— Assignment —
Only the pictures stay out; please return all the entries below exactly as written.

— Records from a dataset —
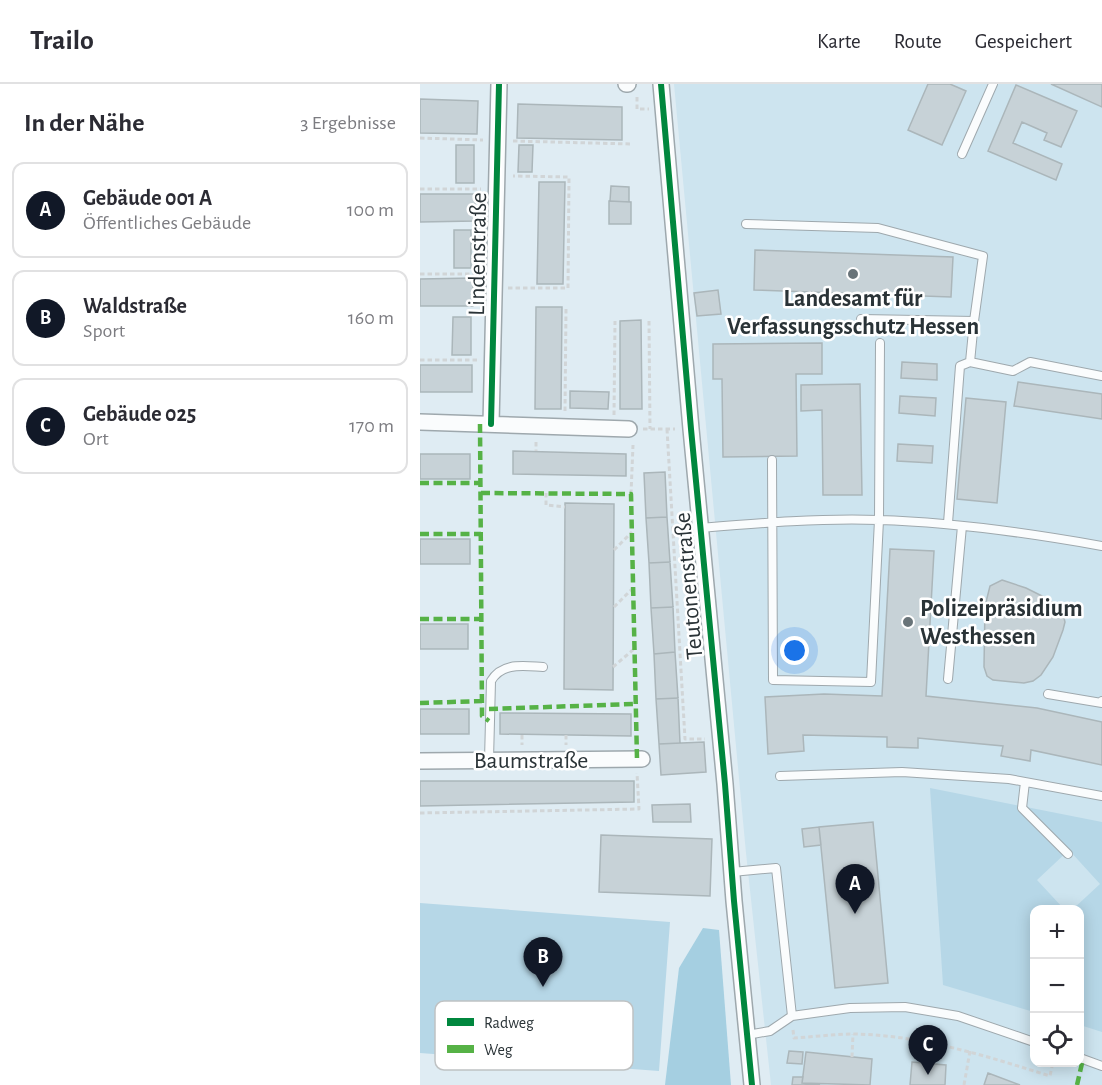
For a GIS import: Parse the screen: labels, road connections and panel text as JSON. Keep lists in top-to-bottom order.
{
  "streets": {
    "street": ["Lindenstraße", "Teutonenstraße", "Baumstraße"]
  },
  "places": ["Landesamt für Verfassungsschutz Hessen", "Polizeipräsidium Westhessen"],
  "legend": ["Radweg", "Weg"],
  "page": {
    "header": "Trailo",
    "nav": ["Karte", "Route", "Gespeichert"],
    "heading": ["In der Nähe", "3 Ergebnisse"],
    "list": [
      {
        "mark": "A",
        "name": "Gebäude 001 A",
        "note": "Öffentliches Gebäude",
        "value": "100 m"
      },
      {
        "mark": "B",
        "name": "Waldstraße",
        "note": "Sport",
        "value": "160 m"
      },
      {
        "mark": "C",
        "name": "Gebäude 025",
        "note": "Ort",
        "value": "170 m"
      }
    ],
    "pins": ["A", "B", "C"],
    "map_buttons": ["+", "−"]
  }
}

— Your solution —
For a GIS import: Parse the screen: labels, road connections and panel text as JSON. Keep lists in top-to-bottom order.
{
  "streets": {
    "street": ["Lindenstraße", "Teutonenstraße", "Baumstraße"]
  },
  "places": ["Landesamt für Verfassungsschutz Hessen", "Polizeipräsidium Westhessen"],
  "legend": ["Radweg", "Weg"],
  "page": {
    "header": "Trailo",
    "nav": ["Karte", "Route", "Gespeichert"],
    "heading": ["In der Nähe", "3 Ergebnisse"],
    "list": [
      {
        "mark": "A",
        "name": "Gebäude 001 A",
        "note": "Öffentliches Gebäude",
        "value": "100 m"
      },
      {
        "mark": "B",
        "name": "Waldstraße",
        "note": "Sport",
        "value": "160 m"
      },
      {
        "mark": "C",
        "name": "Gebäude 025",
        "note": "Ort",
        "value": "170 m"
      }
    ],
    "pins": ["A", "B", "C"],
    "map_buttons": ["+", "−"]
  }
}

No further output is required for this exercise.